I have tried to use this XSLT:
<?xml version="1.0" encoding="UTF-8"?>
<xsl:stylesheet xmlns:xsl="http://www.w3.org/1999/XSL/Transform"
xmlns:data="urn:com.sample/bsvc"
exclude-result-prefixes="data"
version="2.0">
<xsl:output method="text"/>
<xsl:template match="/">
<xsl:value-of select="concat(':',/data:root/*[1]/local-name())"/>
</xsl:template>
</xsl:stylesheet>
example XML, and I am successfully to output what I want from the XSLT ":Data_Request" by using Oxygen
<data:root>
<data:Data_Request>
<data:name>John Doe</data:name>
<data:phone>123456776</data:phone>
</data:Data_Request>
</data:root>
My Ruby script:
def xslt_transform(filename)
#dir = File.join(Dir.pwd,'/input/')
xml_str = File.read(filename)
doc = Nokogiri::XML xml_str
template = Nokogiri::XSLT(File.open('Remove-CDATA.xsl'))
transformed_doc = template.transform(doc)
File.write(filename, transformed_doc)
end
Dir.glob('*.xml').each {|filename| xslt_transform(filename)}
#this is where iam trying to use the XSLT
def api_component(filename)
xml_str = File.read(filename)
doc = Nokogiri::XML xml_str
template = Nokogiri::XSLT(File.open('selectXMLelement.xsl'))
transformed_doc = template.transform(doc)
puts filename
end
api_name = Dir.glob('*xml').each {|filename| api_component(filename)}
puts api_name
def xml_to_csv(filename)
dir = File.join(Dir.pwd,'/input/')
xml_str = File.read(filename)
doc = Nokogiri::XML xml_str
csv_filename = filename.gsub('.xml','.csv')
record = {} # hashes
keys = Set.new
records = [] # array
csv = ""
# Returns a new hash created by traversing the hash and its subhashes,
# executing the given block on the key and value. The block should return a 2-element array of the form [key, value].
doc.traverse do |node|
value = node.text.gsub(/\n +/, '')
if node.name != "text" # skip these nodes: if class isnt text then skip
if value.length > 0 # skip empty nodes
key = node.name.gsub(/wd:/,'').to_sym
#api_component = doc.xpath('/*/*[1]')
# if a new and not empty record, add to our records collection
if key == :Data_Request && !record.empty? #for regular XML parsng, use the request data. For example :Location_Data
records << record
record = {}
elsif key[/^root$|^document$/]
# neglect these keys
else
key = node.name.gsub(/data:/,'').to_sym
# in case our value is html instead of text
record[key] = Nokogiri::HTML.parse(value).text
# add to our key set only if not already in the set
keys << key
end
end
end
end
# build our csv
dir = File.join(Dir.pwd,'/output/')
File.open('../output/'+csv_filename, 'wb') do |file|
file.puts %Q{"#{keys.to_a.join('","')}"}
records.each do |record|
keys.each do |key|
file.write %Q{"#{record[key]}",}
end
file.write "\n"
end
print ''
print filename+ " is ready!\n"
print ''
end
end
Dir.glob('*.xml').each { |filename| xml_to_csv(filename) }
As you can see, right now I have it hard coded the node element: if key == :Data_Request && !record.empty?
Is there a way to do so with Nokogiri? and it can dynamically detect all the XML files in the read path? If not, how can I achieve it with XSLT embeded in my script?
Side question! Is there a way to make all the data format as Text format with my script too so it can keep the leading zeros? :)

Related

how to use nokogiri to parse xml file for specific values?

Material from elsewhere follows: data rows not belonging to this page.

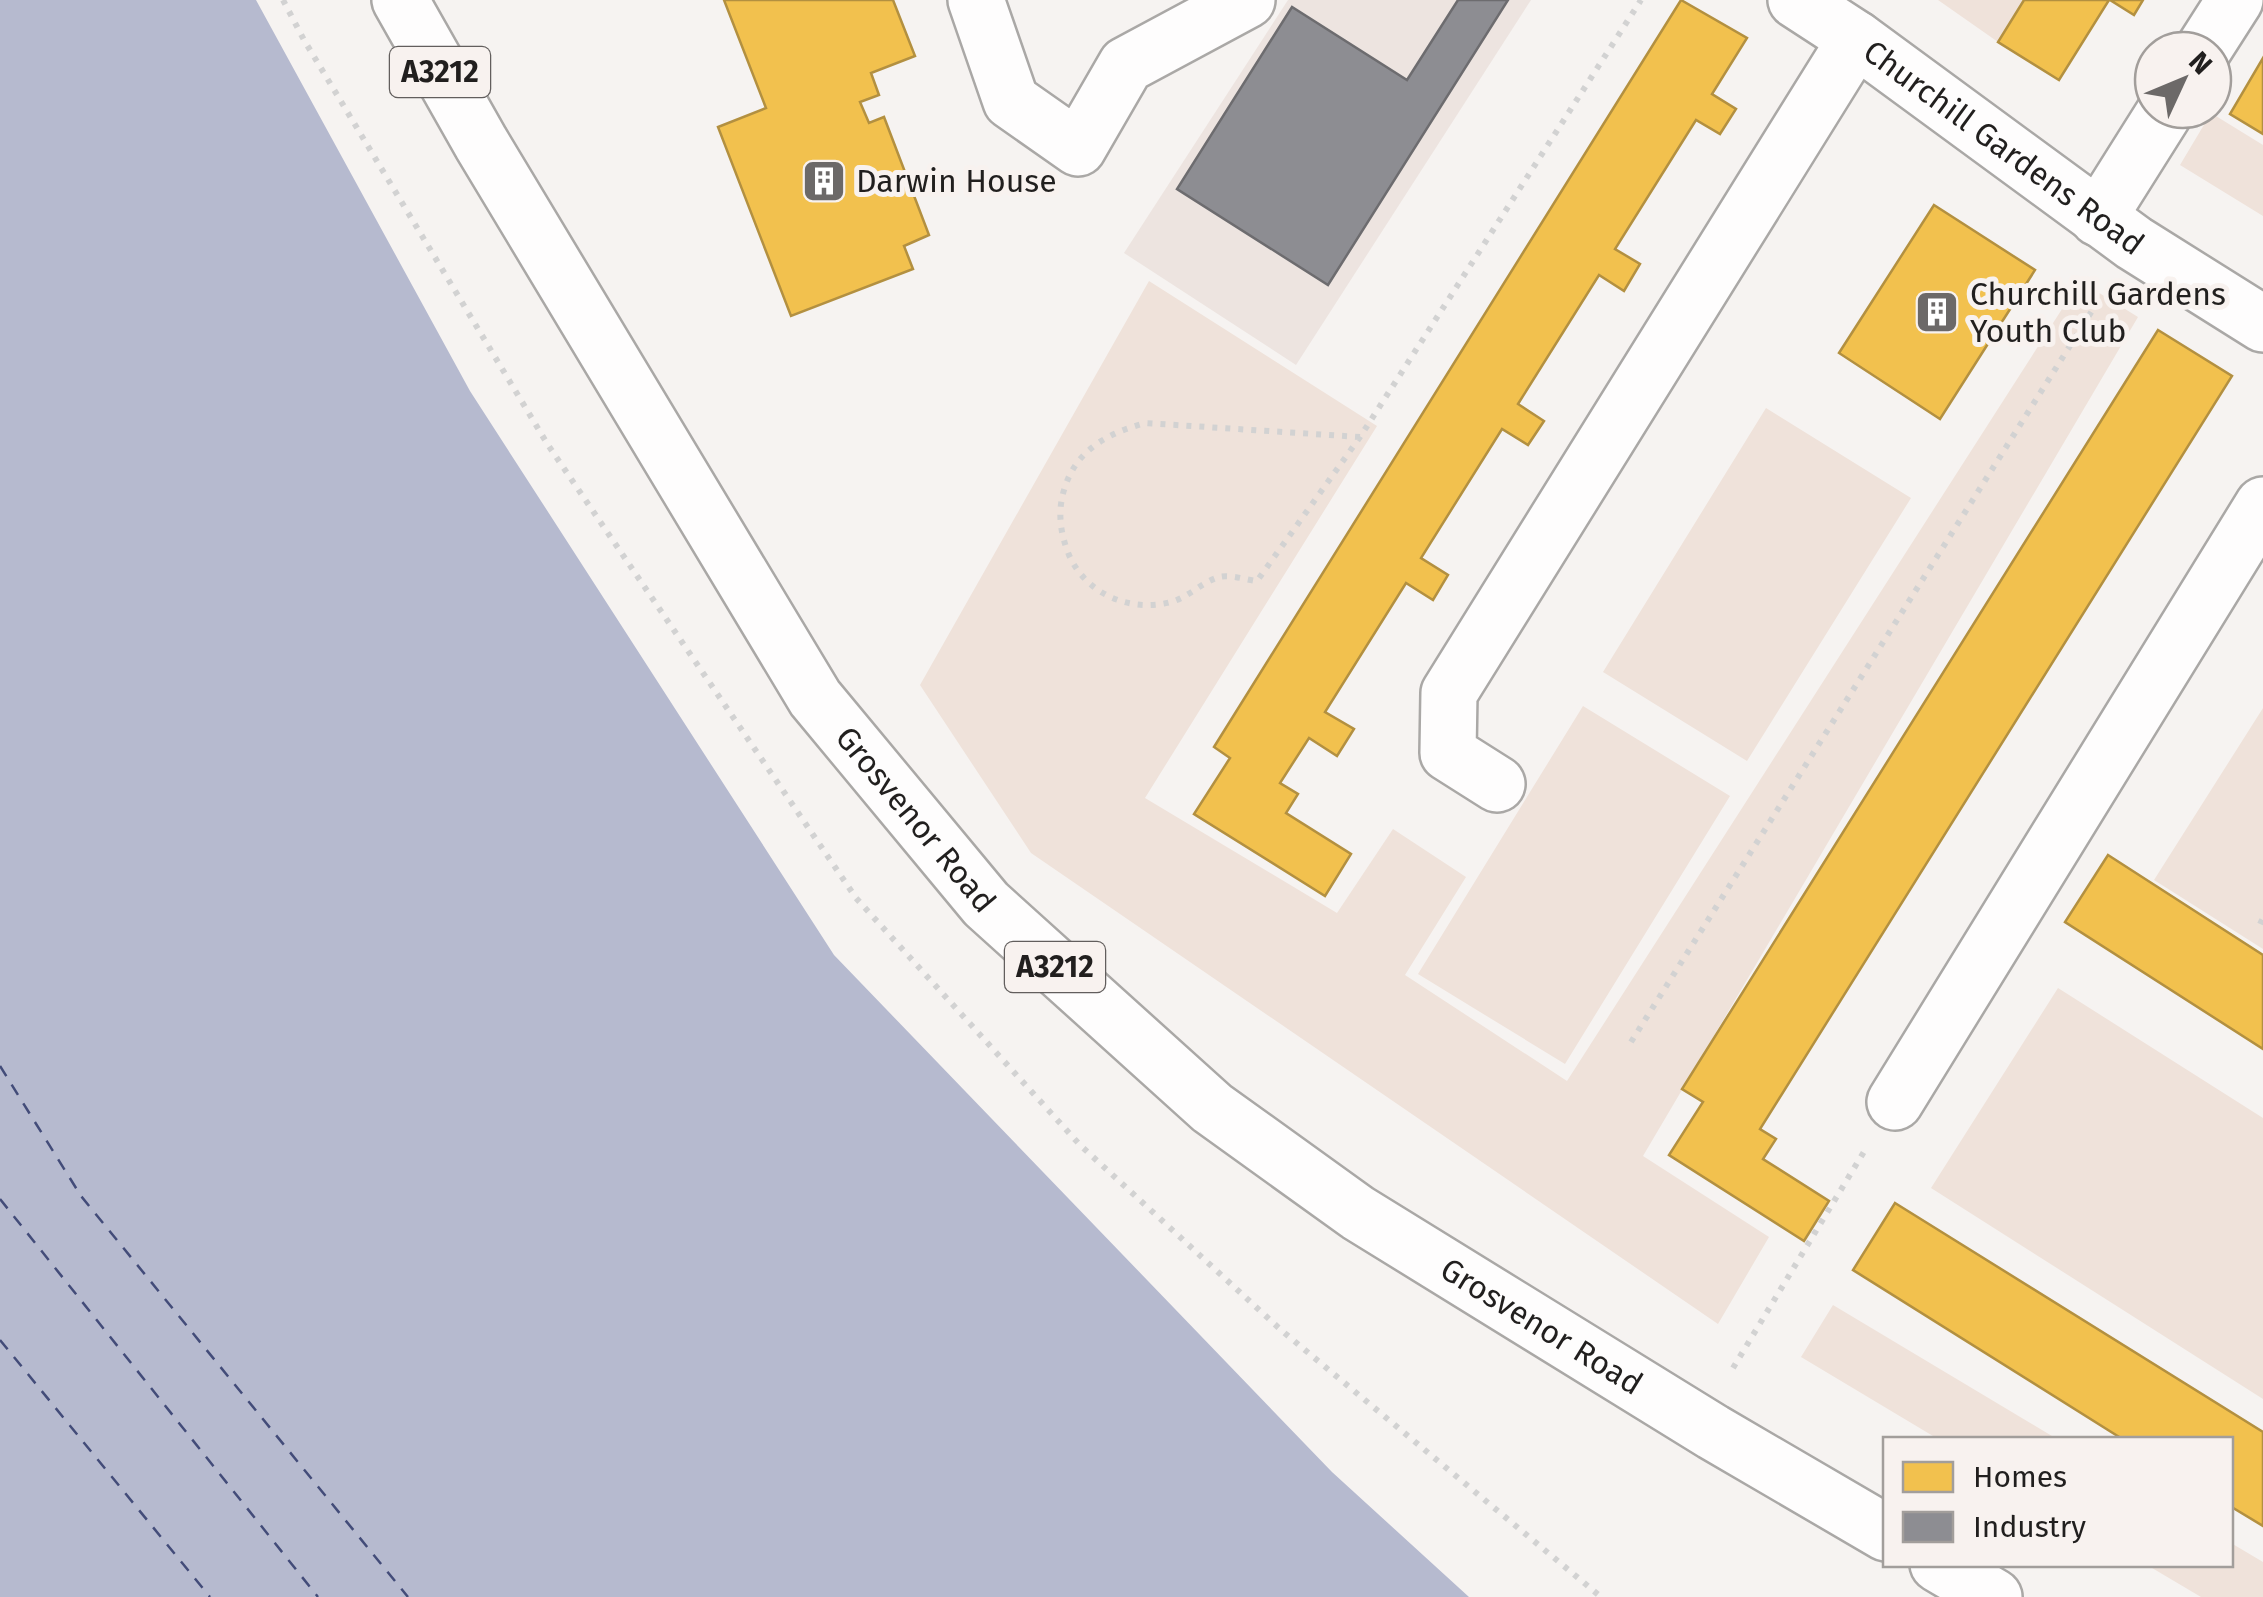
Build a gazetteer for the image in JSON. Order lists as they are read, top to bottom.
{
  "streets": {
    "main road": ["A3212", "Churchill Gardens Road", "Grosvenor Road"]
  },
  "places": {
    "building": ["Darwin House", "Churchill Gardens Youth Club"]
  },
  "legend": ["Homes", "Industry"],
  "north": "top right"
}
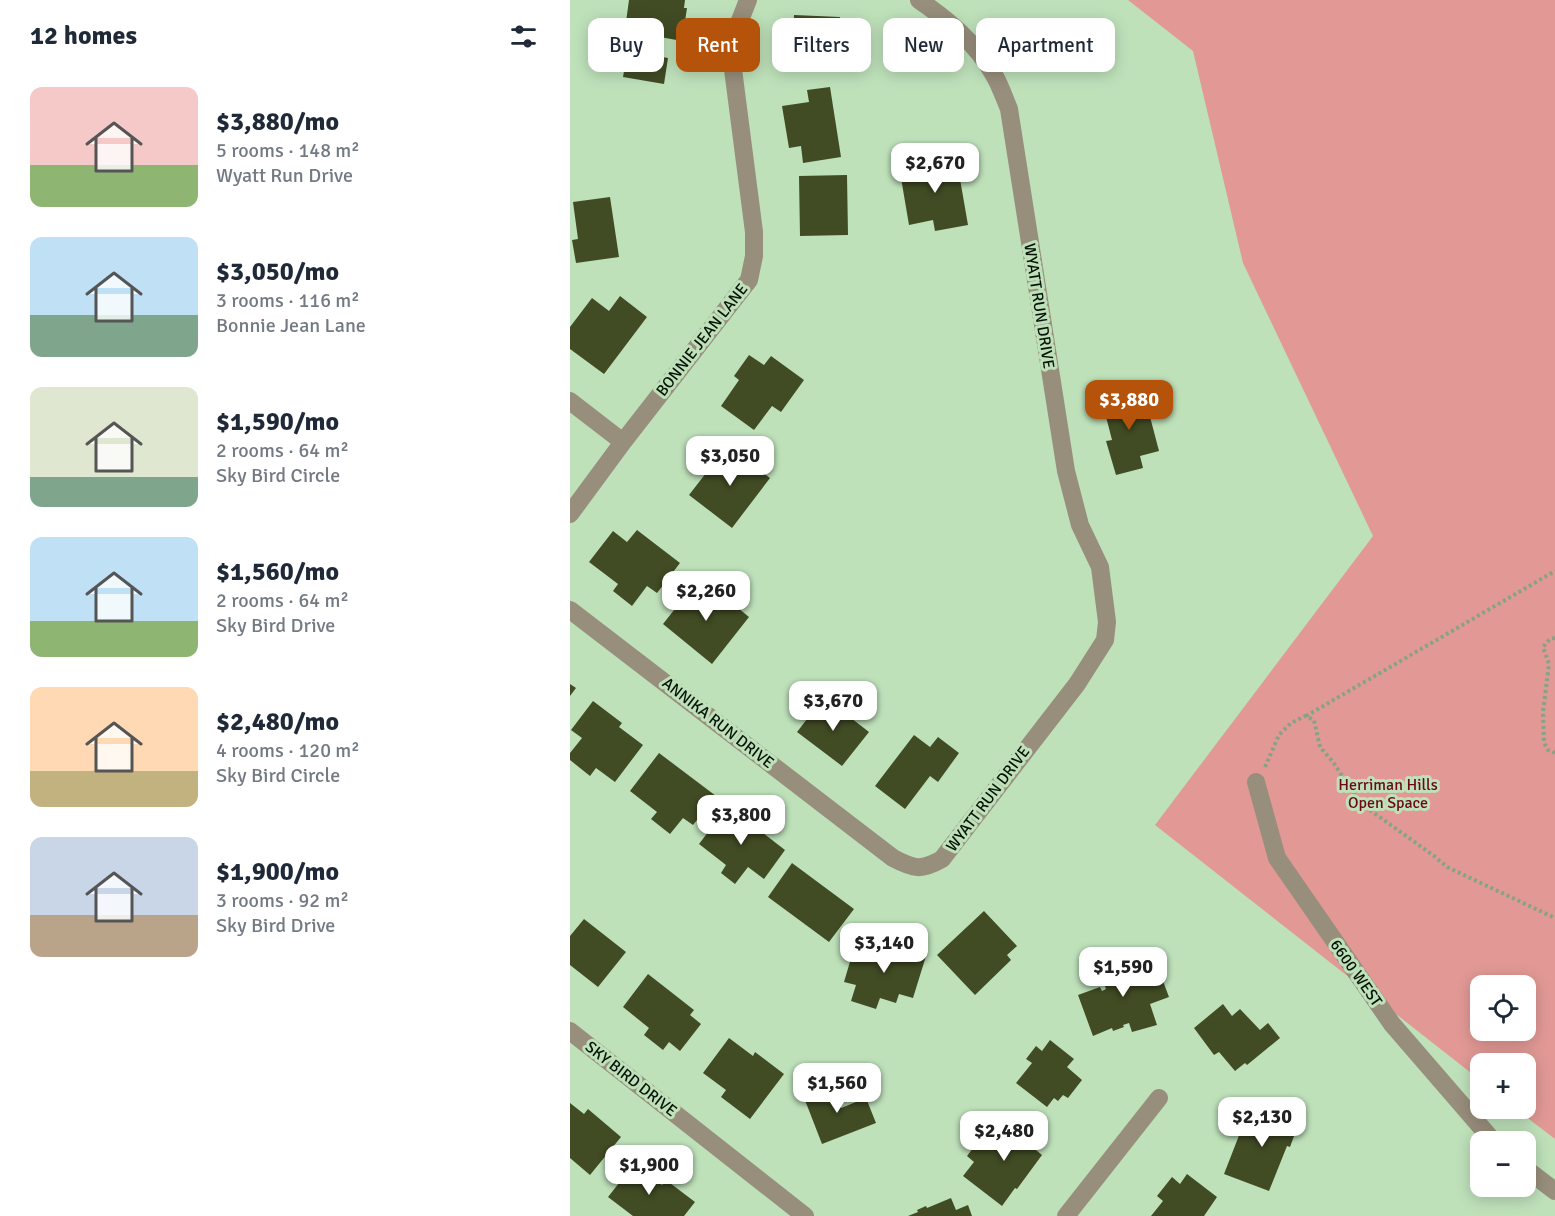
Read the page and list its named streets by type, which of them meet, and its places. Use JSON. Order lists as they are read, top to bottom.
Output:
{
  "streets": {
    "street": [
      "WYATT RUN DRIVE",
      "BONNIE JEAN LANE",
      "ANNIKA RUN DRIVE",
      "6600 WEST",
      "SKY BIRD DRIVE"
    ]
  },
  "crossings": [
    ["WYATT RUN DRIVE", "ANNIKA RUN DRIVE"]
  ],
  "parks": ["Herriman Hills Open Space"],
  "page": {
    "heading": "12 homes",
    "chip": [
      "Buy",
      "Rent",
      "Filters",
      "New",
      "Apartment"
    ],
    "list": [
      {
        "name": "$3,880/mo",
        "note": "5 rooms · 148 m² · Wyatt Run Drive"
      },
      {
        "name": "$3,050/mo",
        "note": "3 rooms · 116 m² · Bonnie Jean Lane"
      },
      {
        "name": "$1,590/mo",
        "note": "2 rooms · 64 m² · Sky Bird Circle"
      },
      {
        "name": "$1,560/mo",
        "note": "2 rooms · 64 m² · Sky Bird Drive"
      },
      {
        "name": "$2,480/mo",
        "note": "4 rooms · 120 m² · Sky Bird Circle"
      },
      {
        "name": "$1,900/mo",
        "note": "3 rooms · 92 m² · Sky Bird Drive"
      }
    ],
    "price": [
      "$2,670",
      "$3,880",
      "$3,050",
      "$2,260",
      "$3,670",
      "$3,800",
      "$3,140",
      "$1,590",
      "$1,560",
      "$2,130",
      "$2,480",
      "$1,900"
    ],
    "map_buttons": ["+", "−"]
  }
}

I have an xml file from which I need to extract all values that contain https://www.example.com/a/b:
<xml>
<url><loc>https://www.example.com/a/b</loc></url>
<url><loc>https://www.example.com/b/c</loc></url>
<url><loc>https://www.example.com/a/b/c</loc></url>
<url><loc>https://www.example.com/c/d</loc></url>
</xml>
Given the above, this should return two results. I've opened the file and parsed it with Nokogiri, but I do not understand how to access the values of the //loc key.
require 'nokogiri'
require 'open-uri'
doc = File.open('./sitemap-en.xml') { |f| Nokogiri::XML(f) }
puts doc.xpath('//loc')
The above code puts the entire xml file, but I want it paired down so that I get everything under the /a/b subdirectories. How can I do this?
Both of the following solutions assume the following:
require 'nokogiri'
xml = <<-XML
<xml>
<url><loc>https://www.example.com/a/b</loc></url>
<url><loc>https://www.example.com/b/c</loc></url>
<url><loc>https://www.example.com/a/b/c</loc></url>
<url><loc>https://www.example.com/c/d</loc></url>
</xml>
XML
doc = Nokogiri::XML(xml)
To return a list of all loc elements, select only those whose inner text begins with https://www.example.com/a/b, and print the URL text:
elements = doc.xpath("//loc")
filtered_elements = elements.select do |element|
element.text.start_with? 'https://www.example.com/a/b'
end
filtered_elements.each do |element|
puts element.text
end
To capture a list of loc elements whose inner text contains the string https://www.example.com/a/b and print each URL:
elements = doc.xpath("//loc[contains(text(), 'https://www.example.com/a/b')]")
elements.each do |element|
puts element.text
end
To quickly print URLs using a slightly modified version of the previous XPATH query
puts doc.xpath("//loc[contains(text(), 'https://www.example.com/a/b')]/text()")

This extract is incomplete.